[WHAT IS BEING ASKED]: The answer must be every line from the entries below that includes "service".

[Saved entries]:

___

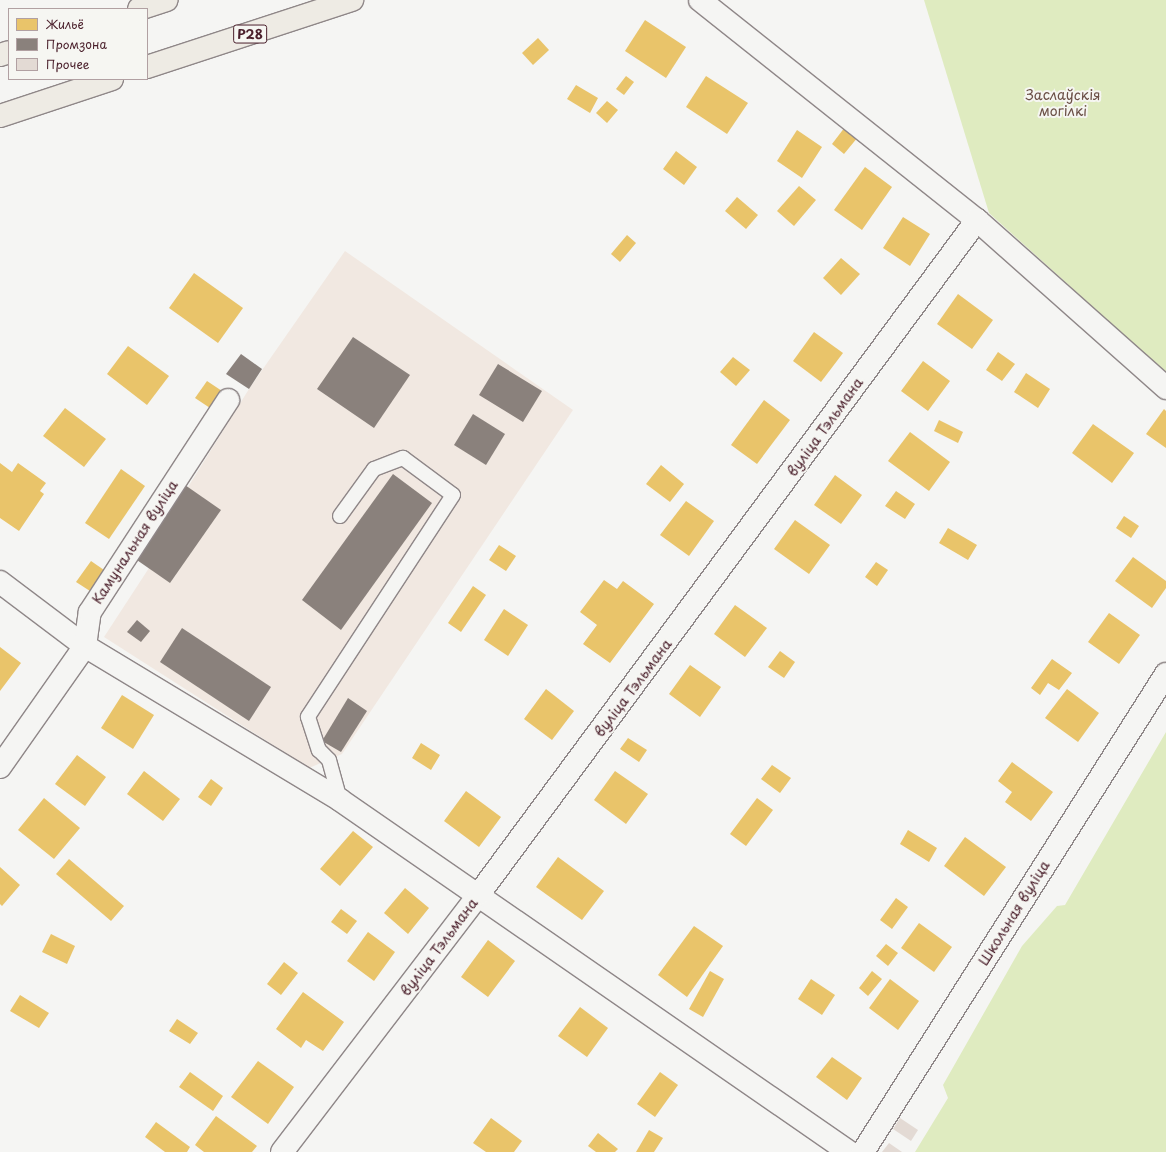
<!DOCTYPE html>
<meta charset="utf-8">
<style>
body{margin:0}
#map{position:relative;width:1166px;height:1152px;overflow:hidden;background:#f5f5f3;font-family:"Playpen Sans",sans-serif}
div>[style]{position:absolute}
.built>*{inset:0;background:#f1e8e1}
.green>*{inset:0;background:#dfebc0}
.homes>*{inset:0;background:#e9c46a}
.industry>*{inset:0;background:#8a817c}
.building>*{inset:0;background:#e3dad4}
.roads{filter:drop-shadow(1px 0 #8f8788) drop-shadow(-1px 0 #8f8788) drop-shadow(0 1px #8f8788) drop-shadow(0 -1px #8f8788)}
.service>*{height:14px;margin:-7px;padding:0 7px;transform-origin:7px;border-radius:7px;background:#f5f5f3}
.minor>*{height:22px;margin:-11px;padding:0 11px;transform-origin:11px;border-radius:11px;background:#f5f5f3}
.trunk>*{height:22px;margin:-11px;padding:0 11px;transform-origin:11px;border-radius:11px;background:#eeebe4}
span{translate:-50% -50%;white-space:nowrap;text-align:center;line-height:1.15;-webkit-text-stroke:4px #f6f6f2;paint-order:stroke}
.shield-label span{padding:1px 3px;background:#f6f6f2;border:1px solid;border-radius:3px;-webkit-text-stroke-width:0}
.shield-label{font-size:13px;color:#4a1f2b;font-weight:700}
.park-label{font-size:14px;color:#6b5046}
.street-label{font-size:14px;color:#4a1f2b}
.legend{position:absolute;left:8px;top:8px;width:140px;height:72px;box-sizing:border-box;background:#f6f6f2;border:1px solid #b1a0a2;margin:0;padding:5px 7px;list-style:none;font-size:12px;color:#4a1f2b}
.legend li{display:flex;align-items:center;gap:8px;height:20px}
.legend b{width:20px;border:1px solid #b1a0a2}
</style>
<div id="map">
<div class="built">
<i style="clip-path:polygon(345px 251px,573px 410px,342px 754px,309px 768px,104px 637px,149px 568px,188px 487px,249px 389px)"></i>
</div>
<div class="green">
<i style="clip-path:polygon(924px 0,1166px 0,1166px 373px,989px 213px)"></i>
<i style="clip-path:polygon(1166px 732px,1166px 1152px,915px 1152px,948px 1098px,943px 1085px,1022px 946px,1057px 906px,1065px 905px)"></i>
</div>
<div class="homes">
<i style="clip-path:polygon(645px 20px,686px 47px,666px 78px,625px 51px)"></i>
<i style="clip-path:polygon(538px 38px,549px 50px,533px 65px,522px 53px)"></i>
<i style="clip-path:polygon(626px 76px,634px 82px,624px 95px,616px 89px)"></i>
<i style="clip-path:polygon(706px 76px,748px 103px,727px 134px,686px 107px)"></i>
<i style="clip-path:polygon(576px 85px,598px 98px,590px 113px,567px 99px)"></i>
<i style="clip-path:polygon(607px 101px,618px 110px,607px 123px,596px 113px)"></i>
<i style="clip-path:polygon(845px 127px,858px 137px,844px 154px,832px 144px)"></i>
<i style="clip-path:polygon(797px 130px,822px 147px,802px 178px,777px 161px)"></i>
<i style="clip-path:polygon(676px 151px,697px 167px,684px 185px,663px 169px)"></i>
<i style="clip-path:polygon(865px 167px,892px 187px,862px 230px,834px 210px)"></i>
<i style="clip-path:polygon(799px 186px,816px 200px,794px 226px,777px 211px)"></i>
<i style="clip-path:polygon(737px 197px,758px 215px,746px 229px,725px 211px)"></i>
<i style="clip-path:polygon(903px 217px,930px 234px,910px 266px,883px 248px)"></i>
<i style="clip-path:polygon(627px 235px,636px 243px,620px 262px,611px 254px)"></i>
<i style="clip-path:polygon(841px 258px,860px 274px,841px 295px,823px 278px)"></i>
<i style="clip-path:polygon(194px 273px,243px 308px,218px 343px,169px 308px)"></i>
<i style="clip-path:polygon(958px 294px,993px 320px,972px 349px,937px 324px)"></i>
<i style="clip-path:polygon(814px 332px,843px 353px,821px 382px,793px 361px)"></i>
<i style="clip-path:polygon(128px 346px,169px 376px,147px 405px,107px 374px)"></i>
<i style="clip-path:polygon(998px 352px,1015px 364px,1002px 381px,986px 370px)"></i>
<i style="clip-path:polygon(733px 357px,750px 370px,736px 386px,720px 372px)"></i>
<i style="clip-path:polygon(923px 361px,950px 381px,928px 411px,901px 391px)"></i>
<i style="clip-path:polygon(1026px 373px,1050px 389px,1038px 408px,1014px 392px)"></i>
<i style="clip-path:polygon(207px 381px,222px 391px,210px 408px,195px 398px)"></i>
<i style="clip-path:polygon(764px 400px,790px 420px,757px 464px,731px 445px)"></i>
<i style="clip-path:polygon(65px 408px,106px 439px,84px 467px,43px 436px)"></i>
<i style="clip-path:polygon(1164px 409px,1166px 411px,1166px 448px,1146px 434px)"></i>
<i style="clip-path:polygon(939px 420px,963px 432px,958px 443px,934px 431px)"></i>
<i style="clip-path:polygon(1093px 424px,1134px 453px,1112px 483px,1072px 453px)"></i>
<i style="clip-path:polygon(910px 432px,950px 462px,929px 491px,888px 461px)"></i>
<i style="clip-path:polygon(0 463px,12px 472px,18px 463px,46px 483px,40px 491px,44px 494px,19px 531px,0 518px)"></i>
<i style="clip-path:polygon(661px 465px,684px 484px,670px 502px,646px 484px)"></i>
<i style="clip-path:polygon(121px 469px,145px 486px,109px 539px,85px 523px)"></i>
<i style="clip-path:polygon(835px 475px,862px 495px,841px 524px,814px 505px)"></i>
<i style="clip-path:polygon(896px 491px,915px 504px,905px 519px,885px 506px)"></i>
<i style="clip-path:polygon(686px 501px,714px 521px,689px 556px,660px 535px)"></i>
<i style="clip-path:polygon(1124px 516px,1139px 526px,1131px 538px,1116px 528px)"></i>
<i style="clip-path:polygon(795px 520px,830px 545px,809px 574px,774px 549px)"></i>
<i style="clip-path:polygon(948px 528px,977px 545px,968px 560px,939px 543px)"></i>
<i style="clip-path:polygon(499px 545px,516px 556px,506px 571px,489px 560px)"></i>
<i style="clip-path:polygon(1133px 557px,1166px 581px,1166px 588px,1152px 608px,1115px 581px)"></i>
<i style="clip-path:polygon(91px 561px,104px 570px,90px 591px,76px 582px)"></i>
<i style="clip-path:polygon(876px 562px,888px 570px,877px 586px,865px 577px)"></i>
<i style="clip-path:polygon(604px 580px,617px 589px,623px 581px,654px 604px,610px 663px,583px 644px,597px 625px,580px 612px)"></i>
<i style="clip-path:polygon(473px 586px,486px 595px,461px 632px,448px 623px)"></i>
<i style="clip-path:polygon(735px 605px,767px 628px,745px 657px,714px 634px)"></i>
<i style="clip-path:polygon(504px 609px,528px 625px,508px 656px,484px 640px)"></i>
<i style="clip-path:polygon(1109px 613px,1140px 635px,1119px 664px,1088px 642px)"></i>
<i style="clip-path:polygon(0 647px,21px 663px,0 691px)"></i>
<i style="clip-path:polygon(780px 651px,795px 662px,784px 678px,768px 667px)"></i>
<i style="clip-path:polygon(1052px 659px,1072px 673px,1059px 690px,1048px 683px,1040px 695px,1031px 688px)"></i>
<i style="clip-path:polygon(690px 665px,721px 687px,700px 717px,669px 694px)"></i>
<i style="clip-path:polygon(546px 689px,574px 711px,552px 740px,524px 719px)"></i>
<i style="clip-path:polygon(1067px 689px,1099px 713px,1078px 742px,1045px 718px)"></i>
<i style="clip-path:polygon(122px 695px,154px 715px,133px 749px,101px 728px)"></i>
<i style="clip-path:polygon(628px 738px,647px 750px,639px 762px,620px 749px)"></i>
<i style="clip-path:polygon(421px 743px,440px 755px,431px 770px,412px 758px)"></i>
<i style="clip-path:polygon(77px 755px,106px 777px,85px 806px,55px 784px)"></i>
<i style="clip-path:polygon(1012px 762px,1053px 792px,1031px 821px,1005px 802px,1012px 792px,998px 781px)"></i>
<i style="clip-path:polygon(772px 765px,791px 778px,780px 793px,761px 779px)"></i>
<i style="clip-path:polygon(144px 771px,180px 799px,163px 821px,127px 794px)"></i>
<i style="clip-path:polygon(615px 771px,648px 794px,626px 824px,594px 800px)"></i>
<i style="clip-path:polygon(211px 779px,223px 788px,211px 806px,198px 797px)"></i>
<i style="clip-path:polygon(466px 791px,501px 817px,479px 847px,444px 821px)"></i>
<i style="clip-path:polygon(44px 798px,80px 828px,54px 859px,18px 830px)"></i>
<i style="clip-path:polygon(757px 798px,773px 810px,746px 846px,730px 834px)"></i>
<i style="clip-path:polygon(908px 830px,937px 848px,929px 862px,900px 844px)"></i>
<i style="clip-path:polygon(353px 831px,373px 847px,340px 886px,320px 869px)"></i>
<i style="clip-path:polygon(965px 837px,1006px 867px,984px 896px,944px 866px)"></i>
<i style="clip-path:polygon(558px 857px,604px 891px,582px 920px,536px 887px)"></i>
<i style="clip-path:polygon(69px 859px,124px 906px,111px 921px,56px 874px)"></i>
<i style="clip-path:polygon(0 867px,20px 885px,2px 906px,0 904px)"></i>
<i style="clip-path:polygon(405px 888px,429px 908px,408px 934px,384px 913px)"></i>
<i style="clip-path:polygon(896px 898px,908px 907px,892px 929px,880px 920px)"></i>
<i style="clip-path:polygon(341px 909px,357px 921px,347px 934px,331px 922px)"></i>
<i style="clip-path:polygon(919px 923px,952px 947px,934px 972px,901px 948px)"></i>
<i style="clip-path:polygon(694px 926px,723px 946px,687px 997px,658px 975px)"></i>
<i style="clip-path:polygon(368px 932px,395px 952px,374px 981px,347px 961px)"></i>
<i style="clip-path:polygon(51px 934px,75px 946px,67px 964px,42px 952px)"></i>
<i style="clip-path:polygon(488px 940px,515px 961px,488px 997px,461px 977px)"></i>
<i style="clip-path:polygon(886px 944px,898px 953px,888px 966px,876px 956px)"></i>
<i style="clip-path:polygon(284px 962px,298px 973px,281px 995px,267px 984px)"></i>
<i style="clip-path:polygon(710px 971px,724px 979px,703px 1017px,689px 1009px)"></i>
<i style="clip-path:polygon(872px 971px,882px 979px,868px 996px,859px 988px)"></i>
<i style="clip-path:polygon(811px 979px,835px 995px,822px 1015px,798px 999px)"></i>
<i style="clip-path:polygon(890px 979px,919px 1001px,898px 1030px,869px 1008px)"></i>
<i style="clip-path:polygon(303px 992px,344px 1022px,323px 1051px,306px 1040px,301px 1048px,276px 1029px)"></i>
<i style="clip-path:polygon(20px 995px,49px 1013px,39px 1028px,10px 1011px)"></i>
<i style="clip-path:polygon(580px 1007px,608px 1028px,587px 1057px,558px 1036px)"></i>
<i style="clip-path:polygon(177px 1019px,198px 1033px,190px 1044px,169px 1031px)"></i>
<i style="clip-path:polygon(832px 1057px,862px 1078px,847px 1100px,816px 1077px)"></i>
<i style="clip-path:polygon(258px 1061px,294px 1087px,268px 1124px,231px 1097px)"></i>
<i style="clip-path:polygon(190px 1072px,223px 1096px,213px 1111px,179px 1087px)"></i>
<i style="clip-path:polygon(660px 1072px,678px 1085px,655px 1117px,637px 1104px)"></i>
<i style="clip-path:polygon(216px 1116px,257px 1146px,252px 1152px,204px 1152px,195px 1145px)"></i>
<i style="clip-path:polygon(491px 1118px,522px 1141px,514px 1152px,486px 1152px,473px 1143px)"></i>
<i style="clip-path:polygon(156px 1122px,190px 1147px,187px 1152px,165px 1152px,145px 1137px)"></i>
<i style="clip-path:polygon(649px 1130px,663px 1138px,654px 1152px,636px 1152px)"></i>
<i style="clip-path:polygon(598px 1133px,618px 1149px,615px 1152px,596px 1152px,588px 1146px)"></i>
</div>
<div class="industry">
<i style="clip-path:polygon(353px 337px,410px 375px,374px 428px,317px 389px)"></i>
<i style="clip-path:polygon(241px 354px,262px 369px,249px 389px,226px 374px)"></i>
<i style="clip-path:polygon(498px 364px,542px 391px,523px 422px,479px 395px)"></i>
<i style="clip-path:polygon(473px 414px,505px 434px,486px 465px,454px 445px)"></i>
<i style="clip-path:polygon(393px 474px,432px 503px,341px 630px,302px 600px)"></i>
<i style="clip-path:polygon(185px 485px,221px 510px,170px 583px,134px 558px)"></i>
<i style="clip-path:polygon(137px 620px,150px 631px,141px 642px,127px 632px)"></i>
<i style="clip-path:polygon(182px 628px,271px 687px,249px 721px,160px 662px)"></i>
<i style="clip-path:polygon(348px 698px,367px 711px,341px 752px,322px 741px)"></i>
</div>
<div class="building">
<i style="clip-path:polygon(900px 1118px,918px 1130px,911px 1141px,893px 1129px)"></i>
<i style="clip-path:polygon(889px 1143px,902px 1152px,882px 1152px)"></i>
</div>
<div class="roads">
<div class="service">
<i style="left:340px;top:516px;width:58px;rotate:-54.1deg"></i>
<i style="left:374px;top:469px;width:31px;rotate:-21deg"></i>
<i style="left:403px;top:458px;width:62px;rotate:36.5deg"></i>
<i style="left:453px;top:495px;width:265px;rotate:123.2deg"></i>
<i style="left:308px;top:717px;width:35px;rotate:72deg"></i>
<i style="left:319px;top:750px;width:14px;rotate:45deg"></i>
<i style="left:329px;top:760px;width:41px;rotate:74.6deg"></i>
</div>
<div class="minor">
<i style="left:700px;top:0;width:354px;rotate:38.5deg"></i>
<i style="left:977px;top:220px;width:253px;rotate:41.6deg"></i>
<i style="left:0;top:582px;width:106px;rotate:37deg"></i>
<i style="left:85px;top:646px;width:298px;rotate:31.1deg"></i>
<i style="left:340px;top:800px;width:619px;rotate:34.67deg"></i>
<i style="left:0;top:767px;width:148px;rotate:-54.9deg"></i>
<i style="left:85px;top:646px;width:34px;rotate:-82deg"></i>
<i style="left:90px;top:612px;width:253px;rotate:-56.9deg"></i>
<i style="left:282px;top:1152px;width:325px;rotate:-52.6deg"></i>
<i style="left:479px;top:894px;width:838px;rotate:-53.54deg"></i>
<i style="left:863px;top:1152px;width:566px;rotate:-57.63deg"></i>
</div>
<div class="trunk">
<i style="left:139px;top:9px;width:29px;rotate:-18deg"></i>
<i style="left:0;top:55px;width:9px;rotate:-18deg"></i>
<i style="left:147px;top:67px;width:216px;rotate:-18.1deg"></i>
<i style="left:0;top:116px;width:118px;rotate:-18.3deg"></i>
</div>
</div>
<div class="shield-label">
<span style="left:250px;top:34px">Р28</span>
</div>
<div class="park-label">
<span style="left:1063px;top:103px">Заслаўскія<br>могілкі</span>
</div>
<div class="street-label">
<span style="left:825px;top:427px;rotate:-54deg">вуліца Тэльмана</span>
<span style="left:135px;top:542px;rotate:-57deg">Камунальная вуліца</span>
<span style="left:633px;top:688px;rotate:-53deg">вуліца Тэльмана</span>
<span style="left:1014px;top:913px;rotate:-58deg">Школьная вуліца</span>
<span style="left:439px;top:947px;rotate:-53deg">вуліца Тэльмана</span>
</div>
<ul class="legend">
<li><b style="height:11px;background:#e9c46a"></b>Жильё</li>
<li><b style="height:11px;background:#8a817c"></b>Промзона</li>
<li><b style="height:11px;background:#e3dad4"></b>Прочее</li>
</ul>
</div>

___

[SOLUTION FOR THIS EXERCISE]:
.service>*{height:14px;margin:-7px;padding:0 7px;transform-origin:7px;border-radius:7px;background:#f5f5f3}
<div class="service">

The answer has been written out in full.